AIM OF THE TASK
Where the data below has the string "overflow", return the whole line.

┄┄┄┄┄┄

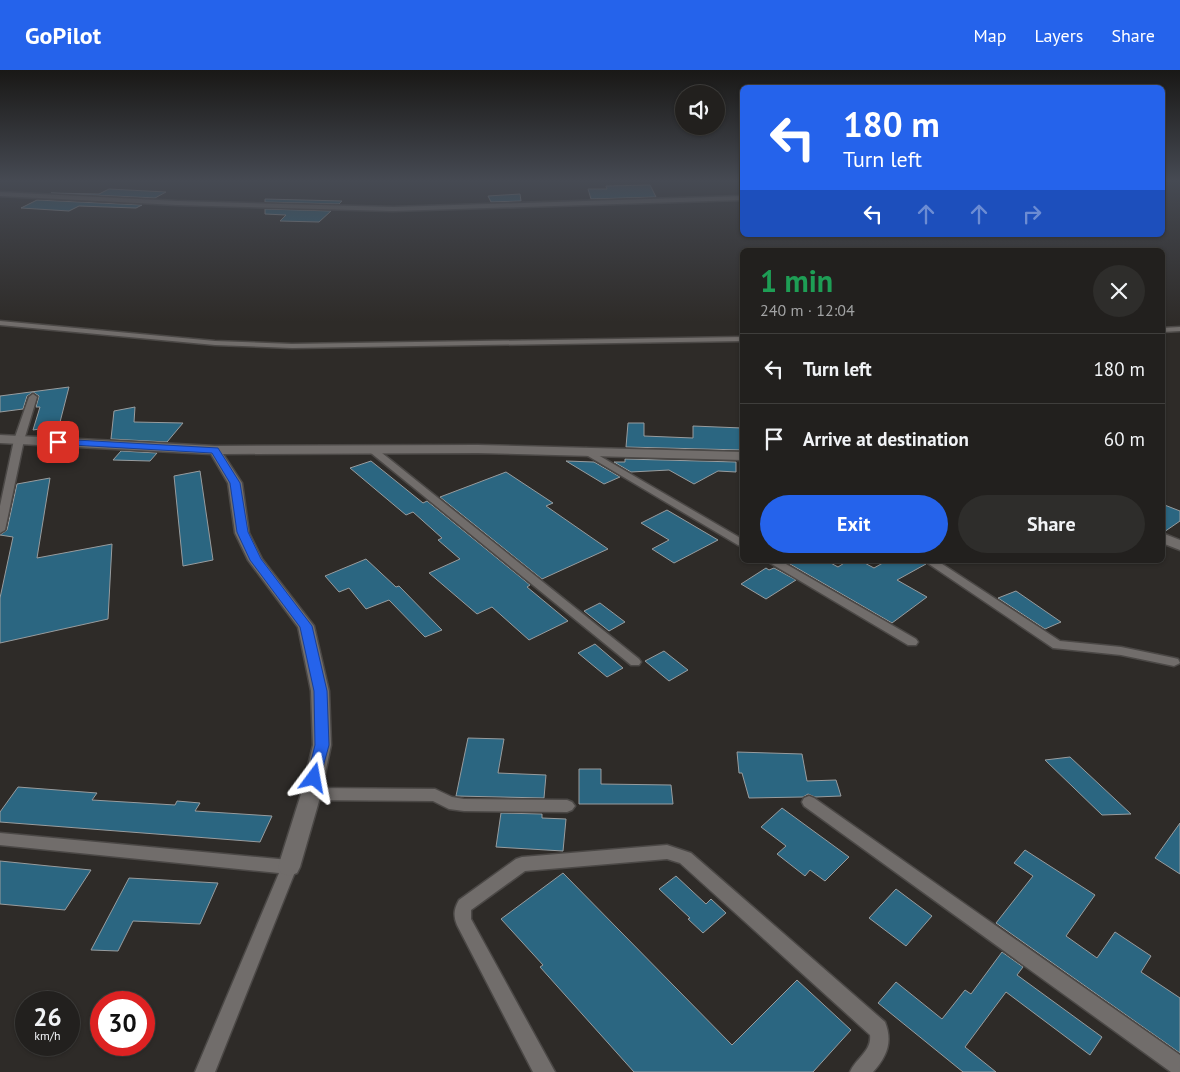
<!DOCTYPE html>
<meta charset="utf-8">
<style>
:root{--surface:#22201e;--page:#2e2d2b;--text:#f1f3f6;--muted:#a2a3a4;--line:#3f3e3c;--accent:#2563eb}
body{margin:0;font-family:"PT Sans",sans-serif;background:var(--page);color:var(--text);height:100vh;display:flex;flex-direction:column;font-size:19px;white-space:nowrap}
*{box-sizing:border-box;margin:0}
p{font-size:16px;color:var(--muted)}
.icon{flex:none;width:28px;height:28px;fill:none;stroke:currentColor;stroke-width:2;stroke-linecap:round;stroke-linejoin:round}
.map{position:relative;flex:1;overflow:hidden}
.sheet{position:absolute;left:740px;top:178px;width:425px;height:315px;display:flex;flex-direction:column;background:var(--surface);border-radius:8px;box-shadow:0 1px 4px #0004,0 0 0 1px var(--line)}
.sheet>*{flex:none}
.guide{position:absolute;left:740px;top:15px;width:425px;height:152px;border-radius:8px;box-shadow:0 1px 4px #0004,0 0 0 1px var(--line);background:#2563eb;color:#fff;overflow:hidden}
.tools{position:absolute;left:675px;top:15px;display:grid;gap:10px}
.tools a{display:grid;place-items:center;width:50px;height:50px;border-radius:50%;background:var(--surface);box-shadow:0 1px 4px #0004,0 0 0 1px var(--line);font-size:25px}
.speed{position:absolute;left:15px;top:921px;display:flex;gap:10px;font-size:25px;font-weight:700;text-align:center}
.speed>*{display:grid;place-content:center;width:65px;height:65px;border-radius:50%;background:var(--surface);box-shadow:0 1px 4px #0004,0 0 0 1px var(--line);line-height:1}
.speed small{font-size:12px;font-weight:400}
.speed .limit{border:8px solid #d22;background:#fff;color:#111}
.pin{position:absolute;display:grid;place-items:center;width:42px;height:42px;color:#fff;margin:-21px;border-radius:10px;box-shadow:0 2px 8px #0006}
.me{position:absolute;width:55px;margin:-28px;rotate:13deg;stroke-linejoin:round;filter:drop-shadow(0 0 4px #0008)}
.turn{display:flex;align-items:center;gap:18px;height:105px;padding:0 20px;font-size:22px}
.turn .icon{width:65px;height:65px;stroke-width:2.5}
.turn b{display:block;font-size:35px;line-height:42px}
.lanes{display:flex;align-items:center;height:48px;padding:0 20px;background:#0003;justify-content:center;gap:25px;direction:ltr}
.lanes .off{opacity:.35}
.round{display:grid;place-items:center;flex:none;width:52px;height:52px;border-radius:26px;background:var(--page)}
.overview{display:flex;align-items:center;justify-content:space-between;height:85px;padding:0 20px}
h1{font-size:30px;font-weight:800;line-height:38px;color:#1e9e55}
.action{display:flex;gap:10px;margin-top:auto;padding:10px 20px}
.action a{flex:1;height:58px;border-radius:30px;background:var(--accent);color:#fff;font-size:20px;font-weight:800;line-height:58px;text-align:center}
.action a+a{background:var(--page);color:var(--text)}
ul{padding:0;list-style:none}
li{display:flex;align-items:center;gap:15px;height:70px;padding:0 20px;border-top:1px solid var(--line)}
li div{flex:1}
li b{display:block;font-size:19px}
li em{font-style:normal}
header{display:flex;align-items:center;gap:30px;box-sizing:border-box;height:70px;padding:0 25px;background:var(--accent);color:#fff}
header strong{font-size:24px}
nav{display:flex;gap:28px;margin-inline-start:auto;font-size:18px}
.map>svg:first-child{display:block}
</style>
<header>
<strong>GoPilot</strong>
<nav><a>Map</a><a>Layers</a><a>Share</a></nav>
</header>
<div class="map">
<svg width="1180" height="1002" viewBox="0 0 1180 1002">
<rect width="100%" height="100%" fill="#2e2b28"/>
<path fill="#2b6681" stroke="#989c9e" d="M650,115L656,127L591,129L588,119H607L606,116Z
M109,119L166,122L155,128L51,123L99,124Z
M520,124L521,131L491,132L488,126Z
M265,129L342,131L339,134L265,132Z
M37,130L142,135L136,138L79,136L69,141L21,138Z
M265,139L331,141L319,152L280,151L286,145L265,144Z
M69,317L59,356L33,360L40,337H36L39,326L33,322L27,326L23,339L0,342V326Z
M135,337L134,352L183,353L167,372L111,369L114,341Z
M628,353H644V366L693,368V356L742,358V380L626,377Z
M121,381L157,383L150,391L113,390Z
M625,389L736,392V402L718,401L694,414L669,400L631,402L614,392H625Z
M371,391L423,433L427,431L530,515L527,517L568,551L529,570L492,537L477,544L429,503L460,489L438,470L442,468L413,442L406,445L350,398Z
M566,391L594,392L620,407L604,414Z
M200,401L213,490L183,496L174,406Z
M506,402L553,433L546,436L608,479L542,509L440,427Z
M50,408L37,488L112,474L108,549L0,573V528L13,467L0,465L7,460L17,414Z
M1162,434L1180,441V451L1164,462L1162,461Z
M667,440L718,470L674,493L652,479L669,470L641,453Z
M366,489L396,517L399,516L442,560L425,567L389,530L366,539L349,518L339,522L325,506Z
M783,490H829L827,491L838,497L849,490H859L874,498L888,490H921L926,494L897,510L927,527L892,553Z
M766,498L769,500L774,498L796,510L766,529L741,514Z
M1016,521L1061,552L1045,559L998,528Z
M600,533L625,552L609,561L584,541Z
M595,574L623,598L607,607L578,583Z
M664,581L688,600L669,611L645,591Z
M468,668L504,669L498,703L546,705L544,728L456,726Z
M737,682L802,684L807,711L836,710L841,726L815,727L808,724L803,727L749,728L742,703H739Z
M1070,687L1131,744L1102,745L1045,690Z
M579,699H601V714L671,715L673,734H579Z
M18,717L97,723L92,730L175,735L177,731L200,733L195,741L272,746L260,772L0,752V742Z
M782,738L849,787L825,811L810,800L805,806L777,784L786,776L761,757Z
M501,743L542,744V748L566,749L563,781L496,777Z
M1180,753V804L1155,788Z
M1025,780L1095,825L1066,866L1097,888L1115,862L1151,886L1141,902L1180,928V983L996,853L1033,806L1014,793Z
M0,791L49,796L91,800L65,840L0,834Z
M563,803L732,975L797,910L851,960L813,1002H634L540,897L543,895L501,849Z
M676,806L706,834L711,829L726,843L703,863L688,849L690,848L659,819Z
M129,808L218,813L200,854L133,851L118,881L91,880Z
M896,819L932,846L906,876L869,848Z
M1002,882L1023,897L1017,905L1102,967L1090,985L1006,922L965,977L996,1002H963L878,933L896,912L942,949L965,920L971,924Z"/>
<g fill="none" stroke-linecap="round" stroke-linejoin="round">
<g stroke="#4b4846" stroke-width="3">
<path id="lane" d="M0,251L215,271L292,274L742,267V271L292,278L215,275L0,255Z
M1180,257V261L1162,262V258Z
M33,324L37,327L24,370L5,460L0,463V436L14,370L29,327Z
M374,378L377,379L639,589L641,592L639,595H631L371,383L369,381Z
M586,378L742,469V476L738,475L583,383L581,381Z
M765,490H779L916,569L918,572L916,575H908Z
M923,490H936L1060,571L1121,577L1174,588L1178,589L1180,593L1174,596L1121,585L1053,578Z
M311,718L435,719L452,727L464,729L567,730L572,732L575,736L572,740L567,742L464,741L449,739L433,731L311,730L306,728L304,724L306,720Z
M809,726L814,728L1180,985V1002H1171L804,736L802,732L804,728Z
M0,763L289,790L295,792L297,797L215,1002H195L279,803L0,775Z
M667,775L691,783L885,952C893,972 887,986 873,1002H850C856,988 872,981 870,965L680,793L667,789L525,801L471,840V849L555,1002H533L457,855C453,845 454,839 459,830L516,789L522,787Z"/>
</g>
<g stroke="#4b4846" stroke-width="3">
<path id="street" d="M0,122L177,131L393,137L742,126V130L393,141L177,135L0,126Z
M0,365L215,376L478,375L742,382V390L478,383L223,384L242,413L249,463L262,489L314,556L329,621L331,675L321,724L300,797L297,803L289,806L281,803L278,797L301,724L313,675L311,621L298,557L248,490L235,463L228,413L211,384L0,373Z
M1162,463L1180,470V480L1162,473Z"/>
</g>
<use href="#lane" fill="#716d6b" fill-rule="evenodd"/>
<use href="#street" fill="#716d6b" fill-rule="evenodd"/>
</g>
<linearGradient id="sky" x2="0" y2="1"><stop stop-color="#191816"/><stop offset="0.44" stop-color="#464a53"/><stop offset="1" stop-color="#464a53" stop-opacity="0"/></linearGradient>
<rect width="1180" height="252" fill="url(#sky)"/>
<path fill="#2563eb" stroke="#184099" d="M58,369L218,378L240,413L248,462L261,489L312,556L327,621L329,675L319,712H309L307,708L315,675L314,621L300,557L250,490L237,462L230,413L212,383L55,374V370Z"/>
</svg>
<div class="tools">
<a><svg class="icon" aria-label="sound" viewBox="0 0 24 24"><path d="M4 9h4l5-4v14l-5-4H4zM17 9q2 3 0 6"/></svg></a>
</div>
<div class="speed"><div>26<small>km/h</small></div><div class="limit">30</div></div>
<div class="pin" style="left:58px;top:372px;background:#d93025"><svg class="icon" aria-label="arrive" viewBox="0 0 24 24"><path d="M6 21V4h12l-3 4 3 4H6"/></svg></div>
<svg class="me" style="left:314px;top:708px" viewBox="-20 -20 40 40"><path d="M0-17L14 15 0 8-14 15z" fill="#2563eb" stroke="#fff" stroke-width="4"/></svg>
<div class="guide">
<div class="turn"><svg class="icon" aria-label="left" viewBox="0 0 24 24"><path d="M17 20v-9H6M10 6l-5 5 5 5"/></svg><div><b>180 m</b>Turn left</div></div>
<div class="lanes"><svg class="icon" aria-label="left" viewBox="0 0 24 24"><path d="M17 20v-9H6M10 6l-5 5 5 5"/></svg><svg class="icon off" aria-label="ahead" viewBox="0 0 24 24"><path d="M12 20V5M6 11l6-6 6 6"/></svg><svg class="icon off" aria-label="ahead" viewBox="0 0 24 24"><path d="M12 20V5M6 11l6-6 6 6"/></svg><svg class="icon off" aria-label="right" viewBox="0 0 24 24"><path d="M7 20v-9h11M14 6l5 5-5 5"/></svg></div>
</div>
<section class="sheet">
<div class="overview"><div><h1>1 min</h1><p>240 m · 12:04</p></div><a class="round"><svg class="icon" aria-label="close" viewBox="0 0 24 24"><path d="M6 6l12 12M18 6L6 18"/></svg></a></div>
<ul>
<li><svg class="icon" aria-label="left" viewBox="0 0 24 24"><path d="M17 20v-9H6M10 6l-5 5 5 5"/></svg><div><b>Turn left</b></div><em>180 m</em></li>
<li><svg class="icon" aria-label="arrive" viewBox="0 0 24 24"><path d="M6 21V4h12l-3 4 3 4H6"/></svg><div><b>Arrive at destination</b></div><em>60 m</em></li>
</ul>
<div class="action"><a>Exit</a><a>Share</a></div>
</section>
</div>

┄┄┄┄┄┄

SOLUTION TO THE EXERCISE
.map{position:relative;flex:1;overflow:hidden}
.guide{position:absolute;left:740px;top:15px;width:425px;height:152px;border-radius:8px;box-shadow:0 1px 4px #0004,0 0 0 1px var(--line);background:#2563eb;color:#fff;overflow:hidden}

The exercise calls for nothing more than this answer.